As the linked article below (from Inside Higher Ed) mentions, the dynamics of downsizing one’s personal collection have shifted, as books are no longer a scarcity. Furthermore, it is harder to view a physical book as a tangible item having an inherent worth, if that same book is available in electronic format, or if another copy can easily be found on Amazon in the event that one has “donator’s remorse”. What makes it harder to give up a book, however–especially a particular copy of one–is the experience one had when reading it for the first time. Keeping a favorite childhood book can provide a trip down memory lane and serve as a reminder of how a lifelong passion developed, even if the content is no longer captivating. Flipping through a book that sparked a new interest can bring back the thrill of discovery, even if one has moved on to other pursuits. Re-reading a book that one took on a vacation can remind one that reading is often part of an experience larger than just viewing words on a page.
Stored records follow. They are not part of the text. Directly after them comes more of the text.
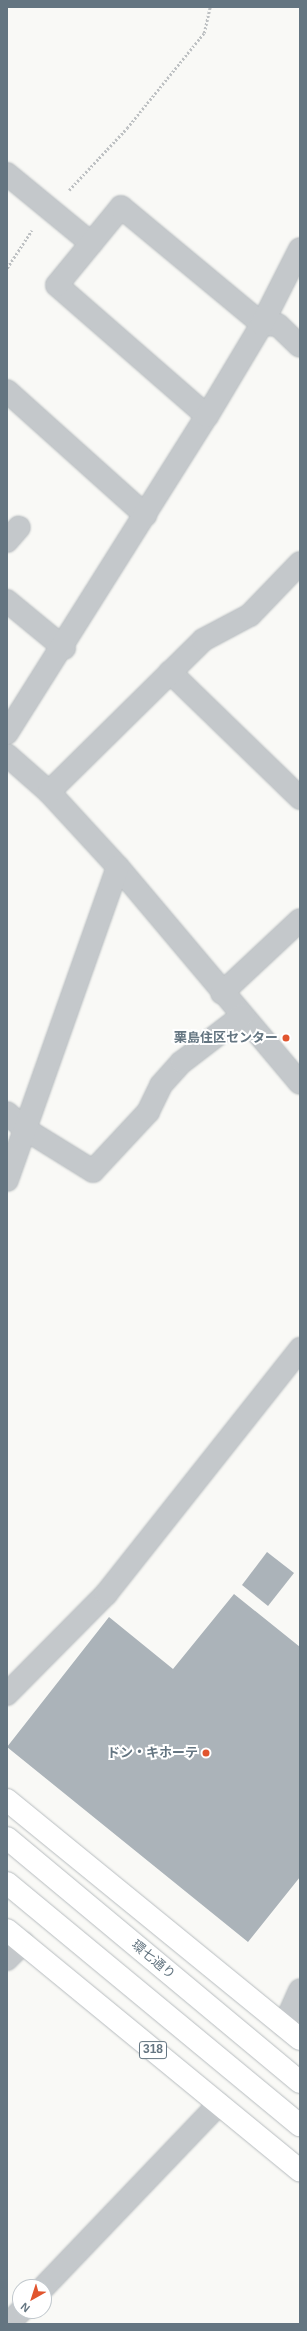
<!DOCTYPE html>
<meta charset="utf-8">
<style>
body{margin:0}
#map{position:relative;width:307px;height:2331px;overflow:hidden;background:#f9f9f6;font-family:Arial,"Noto Sans JP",sans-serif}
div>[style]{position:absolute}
.building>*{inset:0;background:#abb3b9}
.path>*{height:2.5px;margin-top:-1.25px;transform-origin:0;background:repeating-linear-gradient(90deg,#bec1c3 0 2px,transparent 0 4px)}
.roads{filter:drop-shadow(0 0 1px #b7bcbf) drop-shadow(0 0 1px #b7bcbf)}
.minor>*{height:22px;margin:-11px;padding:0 11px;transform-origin:11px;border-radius:11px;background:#c4c8cb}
.major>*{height:22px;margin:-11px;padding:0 11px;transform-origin:11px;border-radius:11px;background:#fff}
.dots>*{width:11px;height:11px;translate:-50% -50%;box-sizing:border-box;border:2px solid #fff;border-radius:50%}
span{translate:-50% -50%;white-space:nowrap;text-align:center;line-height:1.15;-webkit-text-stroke:4px #fff;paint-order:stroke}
.shield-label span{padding:1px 3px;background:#fff;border:1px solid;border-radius:3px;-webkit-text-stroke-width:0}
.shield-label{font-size:12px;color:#647581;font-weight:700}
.poi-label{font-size:13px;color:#647581;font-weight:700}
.right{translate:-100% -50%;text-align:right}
.street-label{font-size:13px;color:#647581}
.frame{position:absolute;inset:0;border:8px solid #647581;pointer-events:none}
.north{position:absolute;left:12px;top:2279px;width:40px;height:40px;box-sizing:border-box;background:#fff;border:1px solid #c1c8cd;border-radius:50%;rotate:219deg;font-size:11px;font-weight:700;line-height:16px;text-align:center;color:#647581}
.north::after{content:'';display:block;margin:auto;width:14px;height:18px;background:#e1552e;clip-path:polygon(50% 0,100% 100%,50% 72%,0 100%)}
</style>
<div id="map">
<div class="building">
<div style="clip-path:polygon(267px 1552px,294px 1573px,268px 1606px,242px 1585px)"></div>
<div style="clip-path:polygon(234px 1594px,300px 1647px,300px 1877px,248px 1942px,7px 1747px,109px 1617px,173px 1669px)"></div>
</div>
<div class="path">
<div style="left:69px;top:190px;width:85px;rotate:-46.9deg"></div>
<div style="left:127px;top:128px;width:122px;rotate:-51deg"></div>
<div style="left:204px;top:33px;width:27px;rotate:-77deg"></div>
<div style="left:7px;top:268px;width:45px;rotate:-56.7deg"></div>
</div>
<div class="roads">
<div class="minor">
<div style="left:7px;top:174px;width:109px;rotate:39.4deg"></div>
<div style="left:7px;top:391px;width:186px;rotate:41.9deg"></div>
<div style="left:207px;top:416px;width:199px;rotate:-138.9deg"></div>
<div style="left:57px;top:285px;width:101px;rotate:-50.6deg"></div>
<div style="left:121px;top:207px;width:183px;rotate:39.7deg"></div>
<div style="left:262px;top:324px;width:16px;rotate:4deg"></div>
<div style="left:278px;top:325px;width:30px;rotate:44deg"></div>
<div style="left:7px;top:541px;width:18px;rotate:-49deg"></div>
<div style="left:7px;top:601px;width:74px;rotate:39.5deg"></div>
<div style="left:170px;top:672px;width:181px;rotate:44.1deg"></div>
<div style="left:7px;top:733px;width:375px;rotate:-57.8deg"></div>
<div style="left:207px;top:416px;width:107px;rotate:-59.1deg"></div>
<div style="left:262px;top:324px;width:84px;rotate:-63.1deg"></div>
<div style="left:7px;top:755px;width:56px;rotate:41.4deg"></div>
<div style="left:49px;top:792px;width:102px;rotate:47.4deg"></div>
<div style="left:118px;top:867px;width:282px;rotate:49.9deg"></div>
<div style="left:49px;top:792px;width:216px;rotate:-44.6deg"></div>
<div style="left:203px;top:640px;width:53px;rotate:-28deg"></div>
<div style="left:250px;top:615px;width:72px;rotate:-46.1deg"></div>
<div style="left:222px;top:993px;width:107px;rotate:-43.1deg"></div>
<div style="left:7px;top:1113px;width:24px;rotate:42deg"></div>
<div style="left:25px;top:1129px;width:80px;rotate:31.7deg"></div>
<div style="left:93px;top:1171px;width:81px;rotate:-47deg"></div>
<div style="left:148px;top:1112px;width:30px;rotate:-64deg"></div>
<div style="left:161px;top:1085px;width:31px;rotate:-48deg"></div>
<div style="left:182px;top:1062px;width:76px;rotate:-37.5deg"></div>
<div style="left:7px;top:1180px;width:332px;rotate:-70.5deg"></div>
<div style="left:7px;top:1694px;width:141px;rotate:-45.3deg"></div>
<div style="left:106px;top:1594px;width:313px;rotate:-51.6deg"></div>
<div style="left:7px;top:1959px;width:23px;rotate:-45deg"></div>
<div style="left:284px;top:2026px;width:39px;rotate:-66deg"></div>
<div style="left:44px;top:2287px;width:253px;rotate:-46.3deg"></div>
<div style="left:8px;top:2324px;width:18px;rotate:-45deg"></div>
</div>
<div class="major">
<div style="left:7px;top:1800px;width:378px;rotate:39.2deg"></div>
<div style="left:7px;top:1838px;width:381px;rotate:39.8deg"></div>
<div style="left:7px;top:1883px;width:380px;rotate:39.6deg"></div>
<div style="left:7px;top:1930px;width:379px;rotate:39.4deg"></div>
</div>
</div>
<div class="dots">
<div style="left:286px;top:1038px;background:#e1552e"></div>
<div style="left:206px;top:1753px;background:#e1552e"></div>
</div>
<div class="shield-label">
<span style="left:153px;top:2050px">318</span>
</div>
<div class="poi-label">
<span class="right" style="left:278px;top:1038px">栗島住区センター</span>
<span class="right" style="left:198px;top:1753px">ドン・キホーテ</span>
</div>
<div class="street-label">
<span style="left:153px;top:1960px;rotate:40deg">環七通り</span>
</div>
<div class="frame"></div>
<div class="north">N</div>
</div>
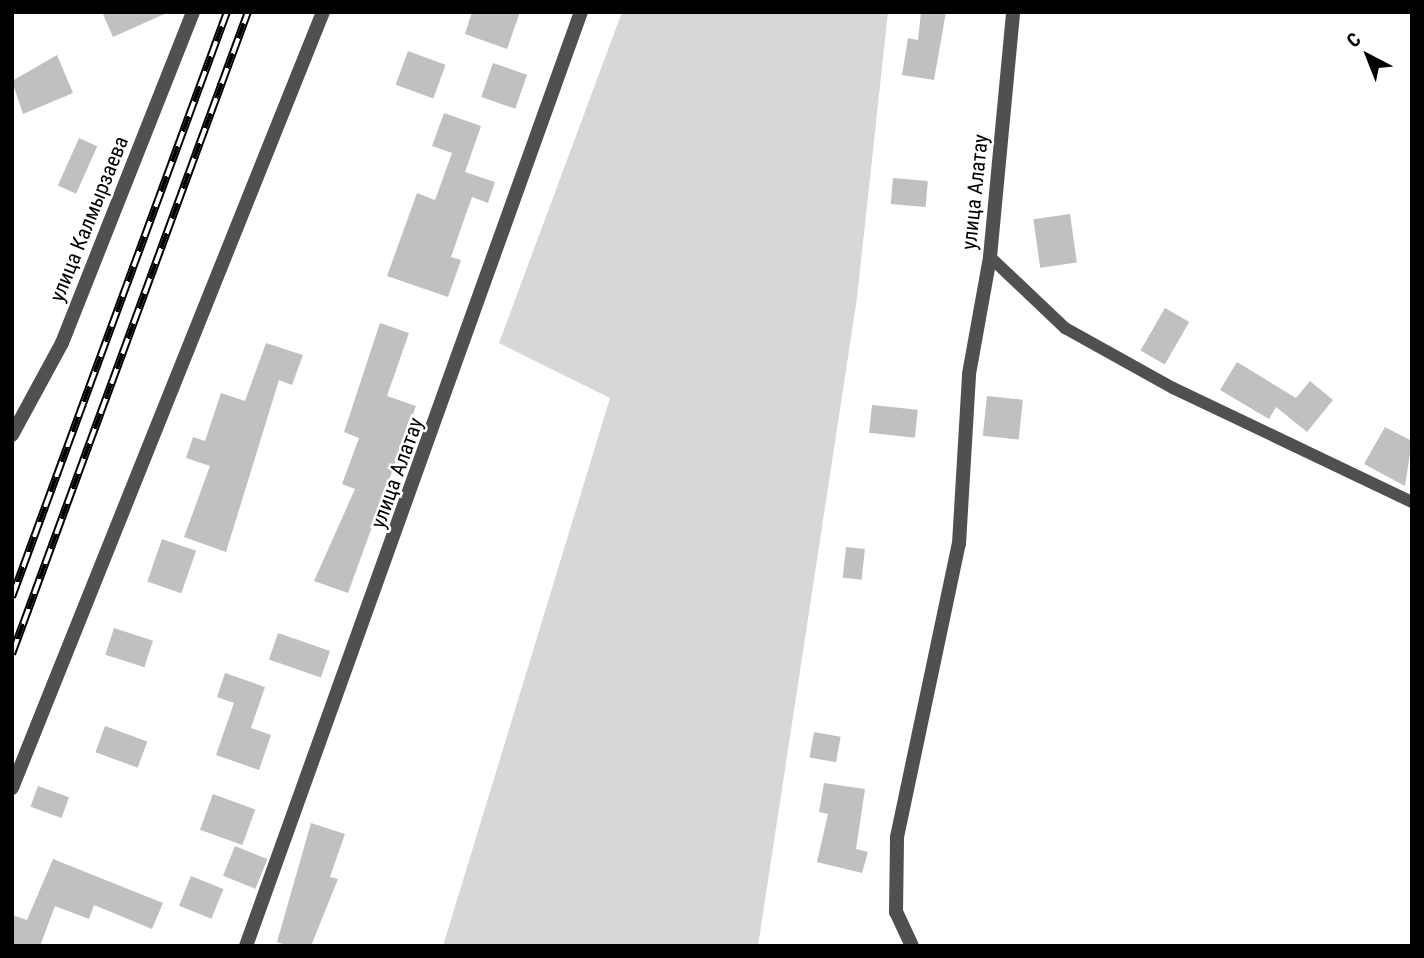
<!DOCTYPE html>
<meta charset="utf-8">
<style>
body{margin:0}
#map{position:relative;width:1424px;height:958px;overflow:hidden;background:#fff;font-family:"Roboto Condensed",sans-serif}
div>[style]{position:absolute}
.green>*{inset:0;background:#d7d7d7}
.building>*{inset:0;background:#c0c0c0;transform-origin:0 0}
.lane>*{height:12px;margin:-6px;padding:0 6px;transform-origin:6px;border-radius:6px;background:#505050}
.street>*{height:14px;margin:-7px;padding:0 7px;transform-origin:7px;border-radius:7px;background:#505050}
.rail>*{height:8px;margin-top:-4px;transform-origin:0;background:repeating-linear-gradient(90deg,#fff 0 16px,#000 0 32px);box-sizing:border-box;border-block:2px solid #000}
span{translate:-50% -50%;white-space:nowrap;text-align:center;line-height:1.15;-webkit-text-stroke:5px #fff;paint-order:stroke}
.street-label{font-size:21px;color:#000}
.frame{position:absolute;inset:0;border:14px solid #000;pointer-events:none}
.north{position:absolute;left:1333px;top:21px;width:70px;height:70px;-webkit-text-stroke:5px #fff;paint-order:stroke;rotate:318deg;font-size:19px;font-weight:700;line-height:28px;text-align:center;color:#000}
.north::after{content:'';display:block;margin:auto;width:24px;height:32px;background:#000;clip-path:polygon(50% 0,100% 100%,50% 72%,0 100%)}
</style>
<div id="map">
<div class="green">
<div style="clip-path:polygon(622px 12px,888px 12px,857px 298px,758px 946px,443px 946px,610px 398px,499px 343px)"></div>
</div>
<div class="building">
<div style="clip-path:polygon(102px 12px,169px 12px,113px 37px)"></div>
<div style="clip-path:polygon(472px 12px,520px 12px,507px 49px,465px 34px)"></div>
<div style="clip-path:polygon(921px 12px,946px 12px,934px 80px,902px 75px,908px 38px,918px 40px)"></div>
<div style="left:408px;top:51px;width:40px;height:36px;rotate:20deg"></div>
<div style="clip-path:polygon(57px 55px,73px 93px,23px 114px,12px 81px)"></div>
<div style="left:493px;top:63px;width:36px;height:36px;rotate:19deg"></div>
<div style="clip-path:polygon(444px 113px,481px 126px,465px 172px,495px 182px,488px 203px,472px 197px,451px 257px,461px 260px,448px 297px,387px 276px,417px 193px,435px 200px,452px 153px,432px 146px)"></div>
<div style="left:79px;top:138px;width:20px;height:52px;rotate:24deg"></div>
<div style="left:893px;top:178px;width:35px;height:26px;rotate:5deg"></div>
<div style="left:1070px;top:214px;width:49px;height:37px;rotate:82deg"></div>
<div style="left:1165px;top:308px;width:28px;height:49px;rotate:30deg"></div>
<div style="clip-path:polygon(380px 323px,409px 333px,387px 396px,416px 406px,348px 593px,314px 581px,355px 489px,342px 484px,359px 438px,344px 432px)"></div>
<div style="clip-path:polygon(266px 343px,303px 355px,292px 385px,279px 380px,226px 552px,184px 537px,210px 466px,186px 458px,193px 437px,205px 441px,221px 393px,245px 401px)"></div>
<div style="clip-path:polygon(1237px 362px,1296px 398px,1310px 381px,1333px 400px,1307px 432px,1276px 407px,1269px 419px,1220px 390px)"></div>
<div style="left:987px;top:396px;width:36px;height:40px;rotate:6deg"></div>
<div style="left:872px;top:405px;width:46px;height:28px;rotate:6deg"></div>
<div style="clip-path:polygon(1385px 427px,1412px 441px,1405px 486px,1364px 464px)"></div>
<div style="left:162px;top:539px;width:36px;height:45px;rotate:19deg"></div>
<div style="left:846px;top:547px;width:19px;height:31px;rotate:6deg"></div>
<div style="left:114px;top:628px;width:41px;height:28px;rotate:18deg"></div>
<div style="left:278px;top:633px;width:55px;height:28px;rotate:19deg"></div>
<div style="clip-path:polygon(225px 673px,265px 687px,251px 728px,271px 735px,259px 770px,216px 755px,234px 703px,217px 697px)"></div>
<div style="left:105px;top:726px;width:45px;height:28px;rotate:20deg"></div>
<div style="left:814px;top:732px;width:27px;height:26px;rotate:10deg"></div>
<div style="clip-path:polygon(824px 783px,865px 789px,856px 849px,868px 852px,862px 873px,817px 862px,828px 814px,819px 812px)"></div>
<div style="left:38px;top:786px;width:33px;height:22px;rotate:20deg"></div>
<div style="left:213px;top:794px;width:45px;height:38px;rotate:20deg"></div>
<div style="clip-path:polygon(311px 823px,345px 834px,330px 877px,338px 879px,311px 946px,289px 946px,277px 942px)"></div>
<div style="left:235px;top:846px;width:35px;height:32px;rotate:22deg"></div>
<div style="clip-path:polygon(53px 859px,163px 903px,152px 929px,94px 905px,89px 919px,55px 906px,40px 946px,12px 946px,12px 915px,27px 920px)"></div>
<div style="left:191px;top:876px;width:35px;height:32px;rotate:22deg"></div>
</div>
<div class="lane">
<div style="left:990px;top:257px;width:103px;rotate:43.4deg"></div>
<div style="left:1065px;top:328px;width:124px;rotate:29.1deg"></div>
<div style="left:1173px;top:388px;width:265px;rotate:25.5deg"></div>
</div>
<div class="street">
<div style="left:12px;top:435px;width:105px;rotate:-61.5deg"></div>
<div style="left:62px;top:343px;width:356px;rotate:-68.4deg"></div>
<div style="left:12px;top:788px;width:836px;rotate:-68.16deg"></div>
<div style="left:246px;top:946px;width:992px;rotate:-70.27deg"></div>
<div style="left:912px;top:946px;width:38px;rotate:-115deg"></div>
<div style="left:896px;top:912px;width:75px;rotate:-89.2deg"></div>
<div style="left:897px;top:837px;width:299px;rotate:-78.1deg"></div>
<div style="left:959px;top:544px;width:170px;rotate:-86.6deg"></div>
<div style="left:969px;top:374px;width:119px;rotate:-79.8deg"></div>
<div style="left:990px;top:257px;width:246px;rotate:-84.6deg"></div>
</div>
<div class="rail">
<div style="left:12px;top:597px;width:623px;rotate:-69.82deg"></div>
<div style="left:12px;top:654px;width:684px;rotate:-69.82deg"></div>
</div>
<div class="street-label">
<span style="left:975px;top:192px;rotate:-84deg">улица Алатау</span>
<span style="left:89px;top:219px;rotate:-68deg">улица Калмырзаева</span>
<span style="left:397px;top:473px;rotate:-70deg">улица Алатау</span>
</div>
<div class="frame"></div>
<div class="north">С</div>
</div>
Also, in the case of those books that we do give away, do we consider what happens to them once they have left our hands? One of the reasons we part with books–or with any personal item that once had value to us–is that we assume they will find a good home, whether that be in someone else’s personal collection, in a used bookstore, or in an online marketplace. But, is that always the case? And, even if the new owner does value the book, does that necessarily mean the person will actually value it for content (i.e., will bother reading it)? What if the individual simply wants the book so that a set is complete, and then the set sits, unread, on a shelf? Or, what if someone desires a copy of a book merely so that one has a particular edition? Or, what if one doesn’t even value the text, but simply finds the illustrations interesting? What about the book that is simply tossed into the trash can because it is considered beyond repair, or that, in the interest of protecting the environment, is recycled?
What criteria do you use for downsizing your personal collection? And, do you have any “horror stories”–real or imagined–regarding the fate of once-treasured books that have been sent to a new home?